Under Computer Configuration\Administrative Templates\Windows Components\Windows Update:

  • Configure Automatic Updates → Pick a time, then typically “Download & Notify” (for your servers policy, or for fussy people) or “Download & Install” (for for domain/desktop policy).
  • Specify intranet Microsoft update service location → http://<servername>:<portnumber>
  • Enable client-side targeting → Set to the group name you want to use for each policy; e.g. “Servers” and “Desktops”. Make sure you create the group in the WSUS Console before you do this, or it won’t show up right!
  • Do not change the “Automatic Updates Detection Frequency”. Really!
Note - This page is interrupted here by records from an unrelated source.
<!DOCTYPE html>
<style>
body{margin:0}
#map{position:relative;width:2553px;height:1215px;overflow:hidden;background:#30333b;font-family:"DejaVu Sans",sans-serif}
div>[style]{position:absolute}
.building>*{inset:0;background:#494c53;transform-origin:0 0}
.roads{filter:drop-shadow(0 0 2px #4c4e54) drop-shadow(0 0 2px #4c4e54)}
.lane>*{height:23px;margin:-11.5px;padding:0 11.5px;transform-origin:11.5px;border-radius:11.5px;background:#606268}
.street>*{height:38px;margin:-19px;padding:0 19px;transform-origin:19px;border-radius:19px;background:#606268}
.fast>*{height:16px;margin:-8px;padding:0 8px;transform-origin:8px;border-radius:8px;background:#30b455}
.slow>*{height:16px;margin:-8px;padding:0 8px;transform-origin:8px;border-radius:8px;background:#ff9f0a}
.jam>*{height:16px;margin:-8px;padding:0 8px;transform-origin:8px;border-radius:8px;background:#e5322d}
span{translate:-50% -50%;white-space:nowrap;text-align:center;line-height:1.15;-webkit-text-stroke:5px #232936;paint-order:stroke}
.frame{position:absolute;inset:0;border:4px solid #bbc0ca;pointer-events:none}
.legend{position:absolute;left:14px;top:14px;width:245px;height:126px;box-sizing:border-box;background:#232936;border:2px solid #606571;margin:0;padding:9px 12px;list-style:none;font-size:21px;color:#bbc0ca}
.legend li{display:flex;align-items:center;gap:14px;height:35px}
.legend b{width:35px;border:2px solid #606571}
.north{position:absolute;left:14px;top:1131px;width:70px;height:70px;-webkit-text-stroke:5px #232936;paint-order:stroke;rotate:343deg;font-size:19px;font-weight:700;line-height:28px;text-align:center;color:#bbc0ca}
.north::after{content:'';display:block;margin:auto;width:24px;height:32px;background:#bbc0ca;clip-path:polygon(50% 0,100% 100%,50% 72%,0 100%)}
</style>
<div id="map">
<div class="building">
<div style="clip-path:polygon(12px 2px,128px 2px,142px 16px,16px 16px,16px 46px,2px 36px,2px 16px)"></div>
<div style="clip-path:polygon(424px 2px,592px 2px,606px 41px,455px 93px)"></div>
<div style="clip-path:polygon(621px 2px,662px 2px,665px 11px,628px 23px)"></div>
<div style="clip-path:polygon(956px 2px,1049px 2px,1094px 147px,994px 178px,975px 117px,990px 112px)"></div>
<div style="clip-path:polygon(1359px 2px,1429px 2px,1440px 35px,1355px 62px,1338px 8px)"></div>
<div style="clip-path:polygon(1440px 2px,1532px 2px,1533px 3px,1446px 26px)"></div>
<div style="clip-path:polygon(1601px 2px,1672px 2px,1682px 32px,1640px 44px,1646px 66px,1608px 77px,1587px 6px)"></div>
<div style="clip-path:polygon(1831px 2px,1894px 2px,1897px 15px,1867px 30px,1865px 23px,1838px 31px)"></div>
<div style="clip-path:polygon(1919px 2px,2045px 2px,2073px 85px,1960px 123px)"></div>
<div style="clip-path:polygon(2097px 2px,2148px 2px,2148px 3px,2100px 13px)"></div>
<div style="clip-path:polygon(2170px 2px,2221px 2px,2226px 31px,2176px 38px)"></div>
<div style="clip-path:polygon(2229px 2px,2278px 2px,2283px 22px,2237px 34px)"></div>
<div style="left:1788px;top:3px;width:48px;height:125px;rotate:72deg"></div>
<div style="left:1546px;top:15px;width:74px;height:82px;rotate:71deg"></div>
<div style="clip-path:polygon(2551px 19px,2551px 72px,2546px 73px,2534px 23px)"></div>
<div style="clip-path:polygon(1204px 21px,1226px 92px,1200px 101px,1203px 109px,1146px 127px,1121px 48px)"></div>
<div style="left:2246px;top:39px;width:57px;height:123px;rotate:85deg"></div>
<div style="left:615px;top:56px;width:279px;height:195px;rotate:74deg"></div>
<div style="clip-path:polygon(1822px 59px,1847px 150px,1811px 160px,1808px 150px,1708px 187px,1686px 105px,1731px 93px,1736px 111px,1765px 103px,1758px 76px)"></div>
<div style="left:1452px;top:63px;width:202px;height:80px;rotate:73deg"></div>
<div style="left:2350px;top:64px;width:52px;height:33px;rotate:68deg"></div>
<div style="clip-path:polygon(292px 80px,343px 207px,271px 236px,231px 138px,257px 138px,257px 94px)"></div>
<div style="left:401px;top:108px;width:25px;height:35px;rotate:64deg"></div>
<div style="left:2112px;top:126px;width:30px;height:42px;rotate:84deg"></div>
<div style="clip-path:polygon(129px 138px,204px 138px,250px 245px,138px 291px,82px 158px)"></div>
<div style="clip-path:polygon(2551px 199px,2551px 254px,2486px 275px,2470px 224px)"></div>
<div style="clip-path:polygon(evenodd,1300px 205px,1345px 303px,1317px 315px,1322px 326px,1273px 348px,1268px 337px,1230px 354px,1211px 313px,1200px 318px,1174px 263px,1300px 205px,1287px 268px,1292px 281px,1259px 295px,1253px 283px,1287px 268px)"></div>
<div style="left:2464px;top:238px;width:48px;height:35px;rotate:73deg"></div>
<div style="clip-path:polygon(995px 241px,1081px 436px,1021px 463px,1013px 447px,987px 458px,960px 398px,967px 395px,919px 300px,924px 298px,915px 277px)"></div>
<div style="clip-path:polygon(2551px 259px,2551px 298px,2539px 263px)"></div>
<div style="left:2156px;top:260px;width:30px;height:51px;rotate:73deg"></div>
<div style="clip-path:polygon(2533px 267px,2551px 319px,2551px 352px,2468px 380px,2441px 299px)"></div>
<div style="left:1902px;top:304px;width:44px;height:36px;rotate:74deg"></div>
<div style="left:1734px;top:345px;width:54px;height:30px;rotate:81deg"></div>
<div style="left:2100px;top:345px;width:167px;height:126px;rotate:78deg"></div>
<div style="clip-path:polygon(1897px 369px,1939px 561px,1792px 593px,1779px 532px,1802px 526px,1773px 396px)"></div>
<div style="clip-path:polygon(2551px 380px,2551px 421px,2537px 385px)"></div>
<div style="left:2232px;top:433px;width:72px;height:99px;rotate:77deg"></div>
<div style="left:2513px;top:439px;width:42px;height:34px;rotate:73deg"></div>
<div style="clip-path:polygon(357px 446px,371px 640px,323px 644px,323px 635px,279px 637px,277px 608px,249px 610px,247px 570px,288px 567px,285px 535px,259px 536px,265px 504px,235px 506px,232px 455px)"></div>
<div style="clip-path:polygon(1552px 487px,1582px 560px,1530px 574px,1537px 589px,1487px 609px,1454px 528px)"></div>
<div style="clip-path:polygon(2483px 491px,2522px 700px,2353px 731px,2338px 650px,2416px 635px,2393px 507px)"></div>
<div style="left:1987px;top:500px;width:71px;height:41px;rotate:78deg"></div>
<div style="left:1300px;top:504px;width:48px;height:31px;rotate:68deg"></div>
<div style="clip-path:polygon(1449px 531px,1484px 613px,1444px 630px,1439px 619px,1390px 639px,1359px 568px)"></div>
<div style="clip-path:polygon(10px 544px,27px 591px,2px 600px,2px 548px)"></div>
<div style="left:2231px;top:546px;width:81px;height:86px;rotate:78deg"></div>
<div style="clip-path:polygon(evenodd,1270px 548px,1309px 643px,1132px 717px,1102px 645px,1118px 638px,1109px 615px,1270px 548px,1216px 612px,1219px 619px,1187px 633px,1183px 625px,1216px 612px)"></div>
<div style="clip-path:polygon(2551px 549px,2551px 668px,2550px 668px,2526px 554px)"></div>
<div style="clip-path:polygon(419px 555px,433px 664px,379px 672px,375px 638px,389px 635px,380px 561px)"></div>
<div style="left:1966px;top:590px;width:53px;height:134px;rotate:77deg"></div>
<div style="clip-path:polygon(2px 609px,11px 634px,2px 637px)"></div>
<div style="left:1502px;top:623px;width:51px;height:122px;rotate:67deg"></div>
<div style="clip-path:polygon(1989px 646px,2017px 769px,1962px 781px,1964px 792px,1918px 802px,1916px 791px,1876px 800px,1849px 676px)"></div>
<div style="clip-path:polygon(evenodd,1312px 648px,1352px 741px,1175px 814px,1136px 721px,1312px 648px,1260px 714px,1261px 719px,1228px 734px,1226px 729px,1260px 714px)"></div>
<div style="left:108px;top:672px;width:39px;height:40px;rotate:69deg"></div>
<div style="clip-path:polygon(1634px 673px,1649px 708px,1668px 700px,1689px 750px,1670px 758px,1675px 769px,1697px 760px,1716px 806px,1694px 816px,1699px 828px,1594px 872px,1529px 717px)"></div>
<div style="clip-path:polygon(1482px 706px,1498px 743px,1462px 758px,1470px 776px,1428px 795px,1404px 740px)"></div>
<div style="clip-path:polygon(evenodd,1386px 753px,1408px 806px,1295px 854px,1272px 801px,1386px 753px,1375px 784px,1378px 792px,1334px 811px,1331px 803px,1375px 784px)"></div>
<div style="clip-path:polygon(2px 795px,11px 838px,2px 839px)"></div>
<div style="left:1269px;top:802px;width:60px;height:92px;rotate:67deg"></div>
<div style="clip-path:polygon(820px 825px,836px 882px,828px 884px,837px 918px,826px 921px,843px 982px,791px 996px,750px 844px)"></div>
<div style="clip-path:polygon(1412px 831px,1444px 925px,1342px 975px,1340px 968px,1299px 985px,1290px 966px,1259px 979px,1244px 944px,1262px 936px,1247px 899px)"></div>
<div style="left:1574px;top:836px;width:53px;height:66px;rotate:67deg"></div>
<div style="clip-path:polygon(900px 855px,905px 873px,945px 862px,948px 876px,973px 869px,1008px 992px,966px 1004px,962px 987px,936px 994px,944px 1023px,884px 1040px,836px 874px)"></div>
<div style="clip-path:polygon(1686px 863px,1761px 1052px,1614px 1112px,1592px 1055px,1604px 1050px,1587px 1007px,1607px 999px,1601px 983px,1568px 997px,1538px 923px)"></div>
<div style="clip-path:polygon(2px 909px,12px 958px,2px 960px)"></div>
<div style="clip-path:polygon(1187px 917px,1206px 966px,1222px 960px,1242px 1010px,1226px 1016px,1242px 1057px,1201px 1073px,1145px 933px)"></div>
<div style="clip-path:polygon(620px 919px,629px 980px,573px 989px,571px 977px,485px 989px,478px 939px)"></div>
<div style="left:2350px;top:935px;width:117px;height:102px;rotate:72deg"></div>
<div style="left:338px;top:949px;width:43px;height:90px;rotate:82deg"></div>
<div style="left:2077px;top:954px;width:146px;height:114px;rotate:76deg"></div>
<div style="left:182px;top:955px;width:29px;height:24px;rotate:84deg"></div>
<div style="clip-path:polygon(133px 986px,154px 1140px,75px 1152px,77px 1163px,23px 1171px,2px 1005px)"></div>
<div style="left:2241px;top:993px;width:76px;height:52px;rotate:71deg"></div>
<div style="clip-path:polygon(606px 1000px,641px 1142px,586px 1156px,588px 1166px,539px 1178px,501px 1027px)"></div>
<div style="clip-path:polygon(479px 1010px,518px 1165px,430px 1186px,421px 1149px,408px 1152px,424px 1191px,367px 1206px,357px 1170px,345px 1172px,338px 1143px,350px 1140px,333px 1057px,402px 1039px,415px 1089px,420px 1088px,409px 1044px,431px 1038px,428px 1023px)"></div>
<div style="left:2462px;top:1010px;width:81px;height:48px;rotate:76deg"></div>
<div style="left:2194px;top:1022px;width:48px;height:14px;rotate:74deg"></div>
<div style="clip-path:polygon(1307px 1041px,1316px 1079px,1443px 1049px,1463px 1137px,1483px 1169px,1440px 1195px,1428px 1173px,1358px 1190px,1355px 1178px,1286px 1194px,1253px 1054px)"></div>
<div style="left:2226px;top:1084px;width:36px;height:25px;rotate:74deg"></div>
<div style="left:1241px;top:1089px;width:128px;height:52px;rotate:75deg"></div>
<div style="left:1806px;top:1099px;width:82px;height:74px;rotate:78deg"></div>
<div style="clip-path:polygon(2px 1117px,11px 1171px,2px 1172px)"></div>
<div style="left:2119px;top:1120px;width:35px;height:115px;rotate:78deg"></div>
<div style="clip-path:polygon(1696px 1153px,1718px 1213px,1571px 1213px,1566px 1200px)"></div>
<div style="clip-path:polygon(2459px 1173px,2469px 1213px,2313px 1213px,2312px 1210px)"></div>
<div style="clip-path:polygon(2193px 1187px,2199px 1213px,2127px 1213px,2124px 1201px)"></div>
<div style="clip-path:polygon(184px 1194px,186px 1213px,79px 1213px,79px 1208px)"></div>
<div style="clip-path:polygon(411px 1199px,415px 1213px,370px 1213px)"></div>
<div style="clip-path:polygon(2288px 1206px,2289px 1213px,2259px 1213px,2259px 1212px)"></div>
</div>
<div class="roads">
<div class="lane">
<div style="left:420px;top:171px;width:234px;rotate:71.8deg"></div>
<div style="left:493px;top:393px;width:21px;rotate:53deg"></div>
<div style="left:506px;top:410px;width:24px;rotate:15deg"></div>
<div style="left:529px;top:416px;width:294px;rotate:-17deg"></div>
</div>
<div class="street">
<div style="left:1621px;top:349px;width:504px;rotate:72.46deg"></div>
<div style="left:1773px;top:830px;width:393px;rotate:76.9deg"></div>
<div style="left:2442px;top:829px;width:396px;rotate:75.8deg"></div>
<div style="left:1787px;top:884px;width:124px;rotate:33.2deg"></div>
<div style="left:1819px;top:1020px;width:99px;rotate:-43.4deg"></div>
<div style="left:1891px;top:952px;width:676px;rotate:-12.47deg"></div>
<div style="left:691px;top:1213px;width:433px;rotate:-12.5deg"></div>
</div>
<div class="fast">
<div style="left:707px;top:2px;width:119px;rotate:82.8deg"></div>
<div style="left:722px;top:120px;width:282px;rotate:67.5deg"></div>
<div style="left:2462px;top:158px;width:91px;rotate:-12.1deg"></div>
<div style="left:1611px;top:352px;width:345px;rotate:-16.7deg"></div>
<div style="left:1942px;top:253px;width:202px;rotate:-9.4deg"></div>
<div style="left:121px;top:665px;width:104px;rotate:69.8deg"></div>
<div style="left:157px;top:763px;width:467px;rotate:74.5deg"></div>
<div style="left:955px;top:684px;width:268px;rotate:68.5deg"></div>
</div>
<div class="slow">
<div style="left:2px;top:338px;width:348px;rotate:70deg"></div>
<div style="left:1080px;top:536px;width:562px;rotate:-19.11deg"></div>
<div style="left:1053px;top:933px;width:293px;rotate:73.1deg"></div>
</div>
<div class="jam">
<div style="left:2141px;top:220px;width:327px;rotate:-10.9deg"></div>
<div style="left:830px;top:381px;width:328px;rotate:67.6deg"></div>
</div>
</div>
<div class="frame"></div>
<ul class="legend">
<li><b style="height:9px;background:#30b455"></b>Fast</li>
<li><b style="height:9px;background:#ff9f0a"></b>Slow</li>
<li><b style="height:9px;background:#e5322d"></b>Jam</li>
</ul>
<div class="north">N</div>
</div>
It won’t do anything useful (except perhaps slow down the target systems) if you change it.
  • Enable recommended updates → Enabled (since we approve them with WSUS).
  • No auto-restart for schedule automatic updates installations → On your server policy, enable this to prevent restarts.
  • Allow automatic updates immediate installation → As these little non-rebootable updates still may cause problems, I recommend disabling this on your server policy.
  • Re-prompt for restart with schedule installations → You can increase this value (the time period between the “you need to reboot your computer” warnings) if you want to.

Test your new settings

  • Run gpupdate /force on the server you’re on, then check the Resultant Set of Policy to see if the Group Policy applied as you expected.
  • Run wuauclt.exe /detectnow on the server you’re on, then check the WSUS console to see if the server appears in the group you specified.
  • Run rsop.msc to see resultant policy. (Note that the Resultant Set of Policy wizard is deprecated, so it may be better to use the “Group Policy Results” section of the GPMC.)